Após a Primeira Guerra a Inglaterra se encontrava em sérias dificuldades econômicas, gerando inúmeras greves (como a de 1918, que mobilizou cerca de 2 mi­lhões de trabalhadores). O país mais rico e mais forte do mundo entrava em deca­dência. Para solucionar a crise procurou-se aumentar a produção industrial e a participação da Inglaterra no comércio in­ternacional, com algum sucesso. No en­tanto, os problemas sociais permaneciam, reforçando os movimentos sindicais e o Partido Trabalhista, que chegaria a ocu­par algumas vezes o Gabinete do primeiro-ministro, tornando-se a novidade política do período.

Em 1918 foi eleito (pela primeira vez com a participação eleitoral das mulheres) o primeiro-ministro Lloyd George, por uma coligação de liberais e conservadores. Entre 1923 e 1935, conservadores e liberais reve­zaram-se no poder.

A partir de 1937 a situação política eu­ropéia tornou-se crítica em razão do forta­lecimento do nazismo e da expansão da Alemanha; a Inglaterra procurou reorgani­zar seus exércitos e se preparar para um novo conflito militar.

A FRANÇA

A situação da França foi bastante se­melhante à da Inglaterra no período entreguerras, apesar de alguns saldos po­sitivos em termos econômicos (indenizações de guerra da Alemanha) e territoriais. O país levou algum tempo para re­organizar sua economia, gerando proble­mas sociais. Os empréstimos externos para reestruturar o país começavam a pesar na economia.

A França viveu uma situação política ins­tável de 1919 a 1936, com setores conser­vadores e progressistas revezando-se no poder. Em 1936, sob ameaça de avanço das forças fascistas, os partidos comunista, so­cialista e republicano uniram-se numa Fren­te Popular (Front Populaire) e venceram as eleições, elegendo o socialista Léon Blum (1936-1937).

Apesar de algumas reformas sociais, a frente de esquerda não conseguiu manter-se unida; o Partido Comunista, por exemplo, saiu do governo e passou a li­derar greves. Novos governos progressis­tas se sucederam até 1938, quando os conservadores voltaram ao poder com Daladier, um governo fraco interna e ex­ternamente.

No quadro político europeu a França co­meçava a ter dificuldades com algumas pres­sões da Alemanha e dava início a uma corrida armamentista.

O JAPÃO

O notável desenvolvimento do Japão na virada do século foi paralisado no pós-guerra. Durante a década de 1920 o Japão pas­sou por uma profunda crise econômica, agravada em 1929. Tal situação gerou de­semprego, falências e inflação.

A situação política e social se agravou em razão da crise econômica. A estabilidade po­lítica, sustentada na prática por um bipartidarismo (Partido Conservador e Partido Liberal) e pelo apoio de grandes empresas, foi abalada pelas greves e pelo crescimento eleitoral dos socialistas. Os governos nessa década se sucederam, como na Europa, sem resolver os problemas mais sérios.

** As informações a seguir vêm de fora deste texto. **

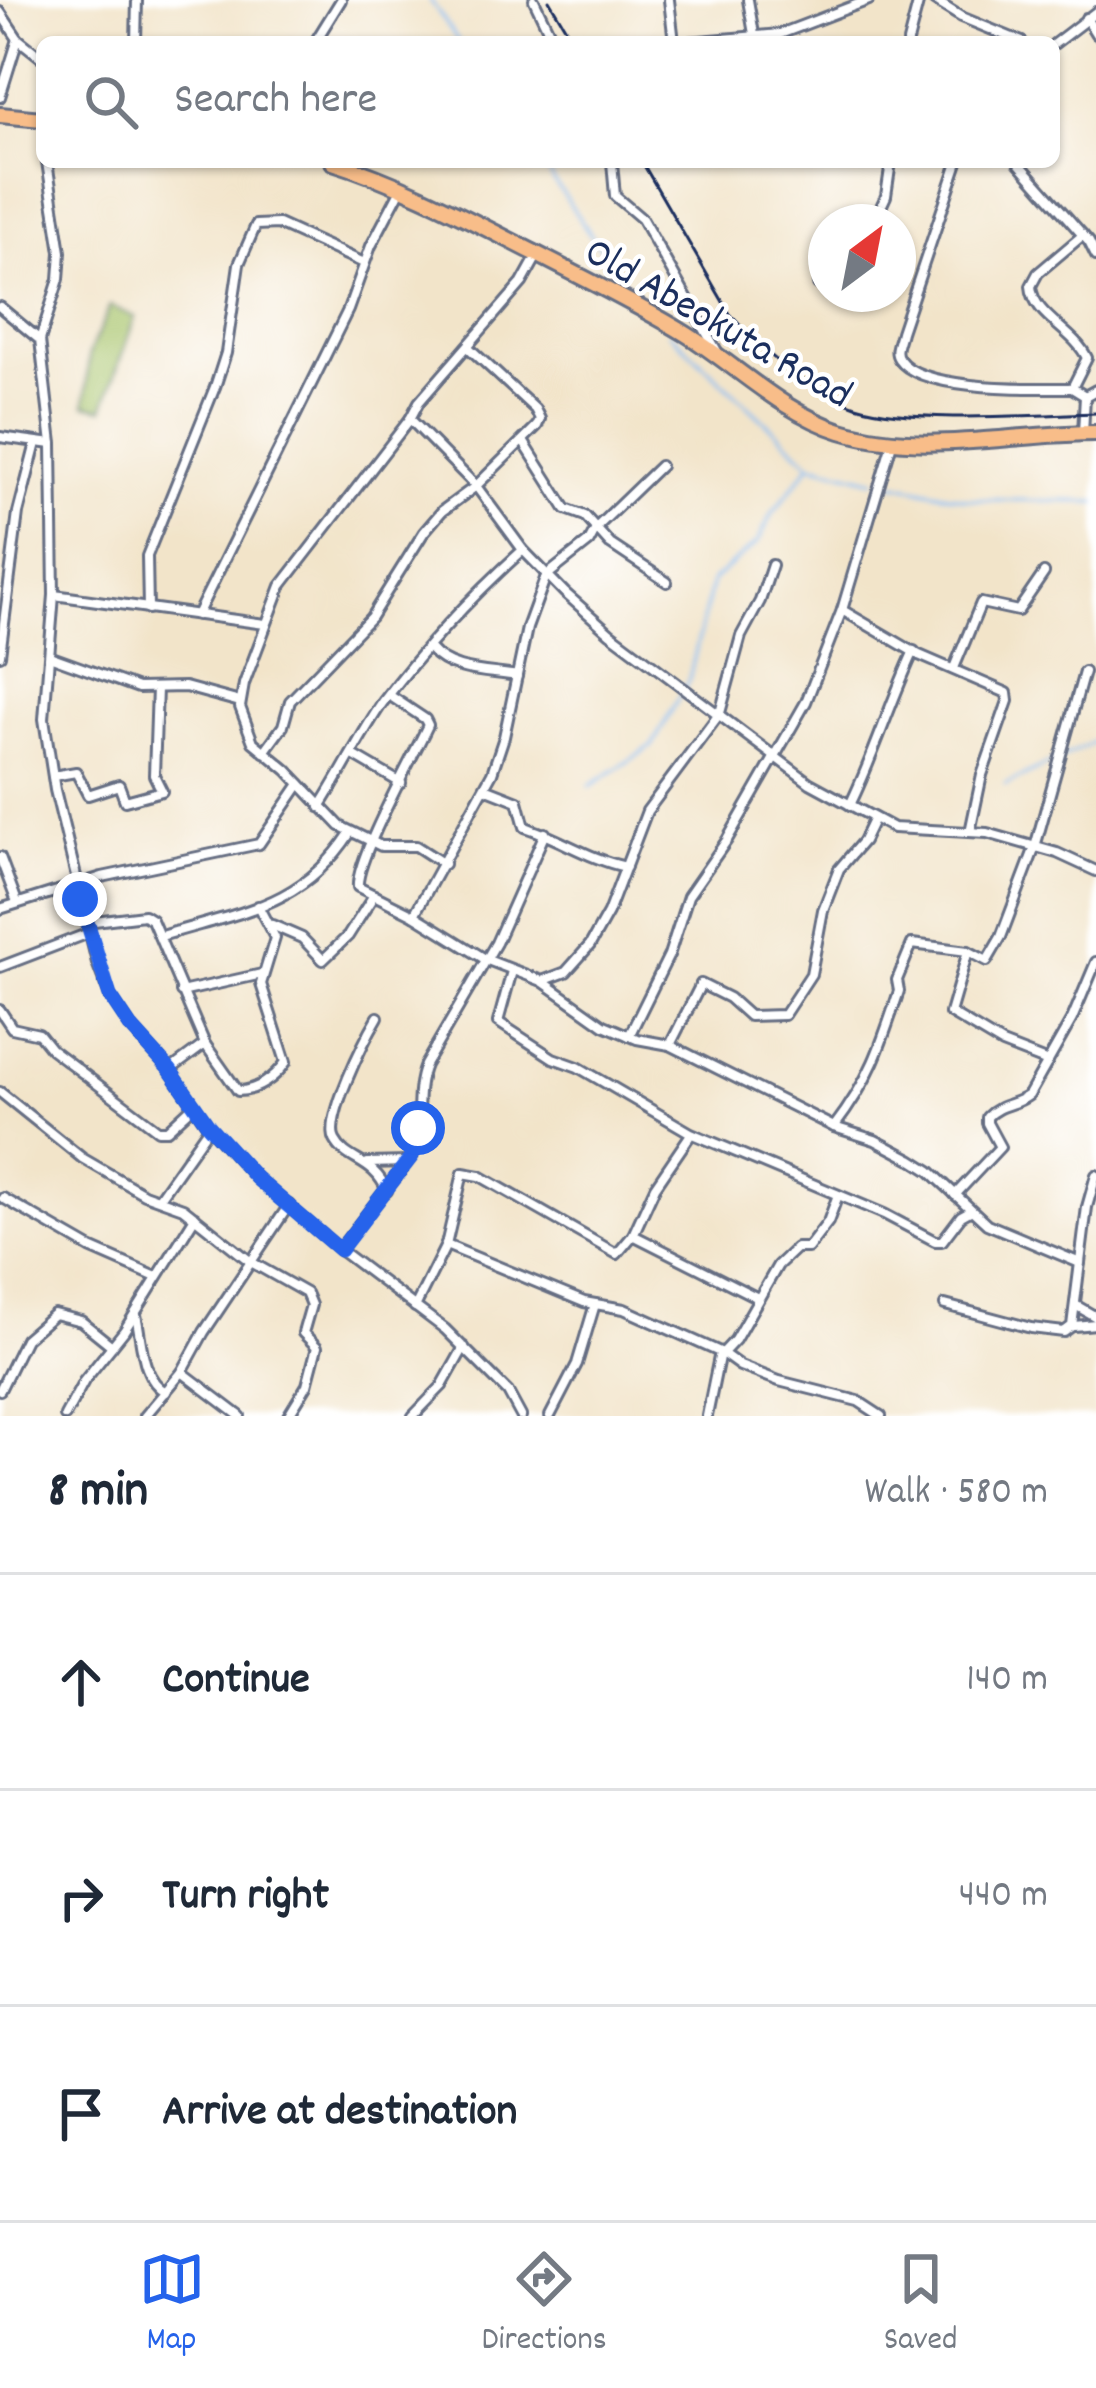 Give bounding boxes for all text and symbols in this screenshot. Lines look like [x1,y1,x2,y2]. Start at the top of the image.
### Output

O exército surgiu no Japão como uma força política alternativa fora do Parlamen­to, constituindo até um poder paralelo. Ba­seado em sociedades secretas, ele se tornou direitista e nacionalista.

Em 1936, a desvalorização do iene me­lhora a situação econômica do país, que, no entanto, não reúne condições para concorrer no mercado internacional, porque os países ocidentais criavam todo tipo de dificuldade para o intercâmbio comercial com o Japão, gerando insatisfações no go­verno japonês.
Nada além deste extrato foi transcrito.